ÚLTIMO: Cuanto se ha razonado, conduce a la desestimación del recurso, y de conformidad a lo dispuesto en el art. 139 de la Ley de la Jurisdicción , en la redacción dada por el art.3.11 de la Ley 37/2011, de 10 de octubre , aun cuando la desestimación del recurso comporta la imposición de las costas a la parte actora, la Sala aprecia que el caso presenta serias dudas de derecho en relación con la necesidad de la consulta al órgano ambiental acerca de la evaluación de impacto ambiental, lo que justifica su no imposición.
Vistos los artículos citados y demás preceptos de pertinente y general aplicación este Tribunal dicta el siguiente
Fallo
Que debemos DESESTIMAR como desestimamos el presente recurso nº 895/2012, interpuesto contra la orden foral 4448/2012, de 25 junio, de la Diputación Foral de Bizkaia de aprobación definitiva del plan especial de la unidad ejecución 4.1 - La Arena de Zierbena para la flexibilización del número de viviendas a realizar (Boletín Oficial de Bizkaia número 128, de 04/07/2012). Sin imposición de las costas.

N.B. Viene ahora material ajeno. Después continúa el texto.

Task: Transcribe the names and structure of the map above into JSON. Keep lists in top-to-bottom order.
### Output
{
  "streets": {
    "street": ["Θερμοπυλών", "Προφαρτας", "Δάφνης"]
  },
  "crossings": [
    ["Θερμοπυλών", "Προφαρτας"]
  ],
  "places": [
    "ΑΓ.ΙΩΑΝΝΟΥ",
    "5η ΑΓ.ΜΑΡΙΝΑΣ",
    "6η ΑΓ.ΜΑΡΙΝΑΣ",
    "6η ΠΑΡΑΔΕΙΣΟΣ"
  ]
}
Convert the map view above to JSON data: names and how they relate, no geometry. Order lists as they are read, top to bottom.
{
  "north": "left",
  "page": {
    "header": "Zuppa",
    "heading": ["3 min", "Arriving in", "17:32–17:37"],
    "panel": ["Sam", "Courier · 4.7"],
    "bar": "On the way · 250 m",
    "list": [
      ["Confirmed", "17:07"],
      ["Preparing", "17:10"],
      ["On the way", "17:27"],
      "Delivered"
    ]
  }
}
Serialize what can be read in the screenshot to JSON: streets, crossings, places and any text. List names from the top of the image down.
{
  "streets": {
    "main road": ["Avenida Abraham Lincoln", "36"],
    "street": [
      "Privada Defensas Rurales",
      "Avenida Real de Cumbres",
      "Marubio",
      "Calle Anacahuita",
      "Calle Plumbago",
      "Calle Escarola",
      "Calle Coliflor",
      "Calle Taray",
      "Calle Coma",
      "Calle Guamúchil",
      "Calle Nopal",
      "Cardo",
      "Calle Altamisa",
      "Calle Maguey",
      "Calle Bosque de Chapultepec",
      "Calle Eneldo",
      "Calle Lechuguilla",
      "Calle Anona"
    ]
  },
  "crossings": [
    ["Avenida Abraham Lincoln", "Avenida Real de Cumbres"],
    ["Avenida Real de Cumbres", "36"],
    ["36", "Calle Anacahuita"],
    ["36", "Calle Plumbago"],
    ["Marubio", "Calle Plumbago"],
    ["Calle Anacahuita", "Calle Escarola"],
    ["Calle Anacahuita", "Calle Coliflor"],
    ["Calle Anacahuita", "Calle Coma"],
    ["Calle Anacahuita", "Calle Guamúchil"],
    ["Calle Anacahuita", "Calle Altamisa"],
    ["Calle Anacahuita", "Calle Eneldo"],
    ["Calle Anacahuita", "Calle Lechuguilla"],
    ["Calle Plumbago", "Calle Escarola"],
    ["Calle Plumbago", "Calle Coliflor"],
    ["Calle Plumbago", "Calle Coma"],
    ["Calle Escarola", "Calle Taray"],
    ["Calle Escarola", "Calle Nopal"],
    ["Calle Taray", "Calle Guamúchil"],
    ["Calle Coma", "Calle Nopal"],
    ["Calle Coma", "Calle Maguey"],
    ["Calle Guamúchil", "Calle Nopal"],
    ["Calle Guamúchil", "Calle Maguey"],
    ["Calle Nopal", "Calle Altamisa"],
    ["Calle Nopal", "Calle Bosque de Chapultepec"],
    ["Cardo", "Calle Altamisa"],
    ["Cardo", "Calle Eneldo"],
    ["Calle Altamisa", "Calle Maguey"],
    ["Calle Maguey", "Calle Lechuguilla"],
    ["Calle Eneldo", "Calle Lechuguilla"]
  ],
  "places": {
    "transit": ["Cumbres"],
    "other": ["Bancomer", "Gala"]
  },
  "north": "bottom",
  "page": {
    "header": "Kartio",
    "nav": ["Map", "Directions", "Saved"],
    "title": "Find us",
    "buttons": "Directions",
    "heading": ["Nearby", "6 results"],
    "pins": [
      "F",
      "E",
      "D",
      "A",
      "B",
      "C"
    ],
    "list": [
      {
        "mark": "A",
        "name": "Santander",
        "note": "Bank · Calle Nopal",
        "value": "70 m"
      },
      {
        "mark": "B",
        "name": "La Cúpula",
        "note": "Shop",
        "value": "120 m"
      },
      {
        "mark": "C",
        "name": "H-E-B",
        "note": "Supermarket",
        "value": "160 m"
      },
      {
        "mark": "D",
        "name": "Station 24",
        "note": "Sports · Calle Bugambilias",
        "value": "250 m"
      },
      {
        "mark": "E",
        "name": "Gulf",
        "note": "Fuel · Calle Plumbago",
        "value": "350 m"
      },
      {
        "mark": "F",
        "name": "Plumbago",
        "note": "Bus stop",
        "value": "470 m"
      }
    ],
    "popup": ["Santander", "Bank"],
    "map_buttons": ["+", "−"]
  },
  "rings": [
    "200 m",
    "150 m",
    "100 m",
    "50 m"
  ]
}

Notifíquese esta resolución a las partes, advirtiéndoles que contra la misma cabe interponer RECURSO DE CASACIÓNante la Sala de lo Contencioso - administrativo del Tribunal Supremo, el cual, en su caso, se preparará ante esta Sala en el plazo de DIEZ DÍAS, contados desde el siguiente al de la notificación de esta resolución, mediante escrito en el que deberá manifestarse la intención de interponer el recurso, con sucinta exposición de la concurrencia de los requisitos exigidos y previa consignación en la Cuenta de Depósitos y Consignaciones de este órgano jurisdiccional en el grupo Banesto (Banco Español de Crédito), con nº 4697 0000 93 0895 12, de un depósito de 50 euros, debiendo indicar en el campo concepto del documento resguardo de ingreso que se trata de un 'Recurso'.
Quien disfrute del beneficio de justicia gratuita, el Ministerio Fiscal, el Estado, las Comunidades Autónomas, las entidades locales y los organismos autónomos dependientes de todos ellos están exentos de constituir el depósito ( DA 15ª LOPJ ).
Así por esta nuestra Sentencia, de la que se llevará testimonio a los autos, lo pronunciamos, mandamos y firmamos.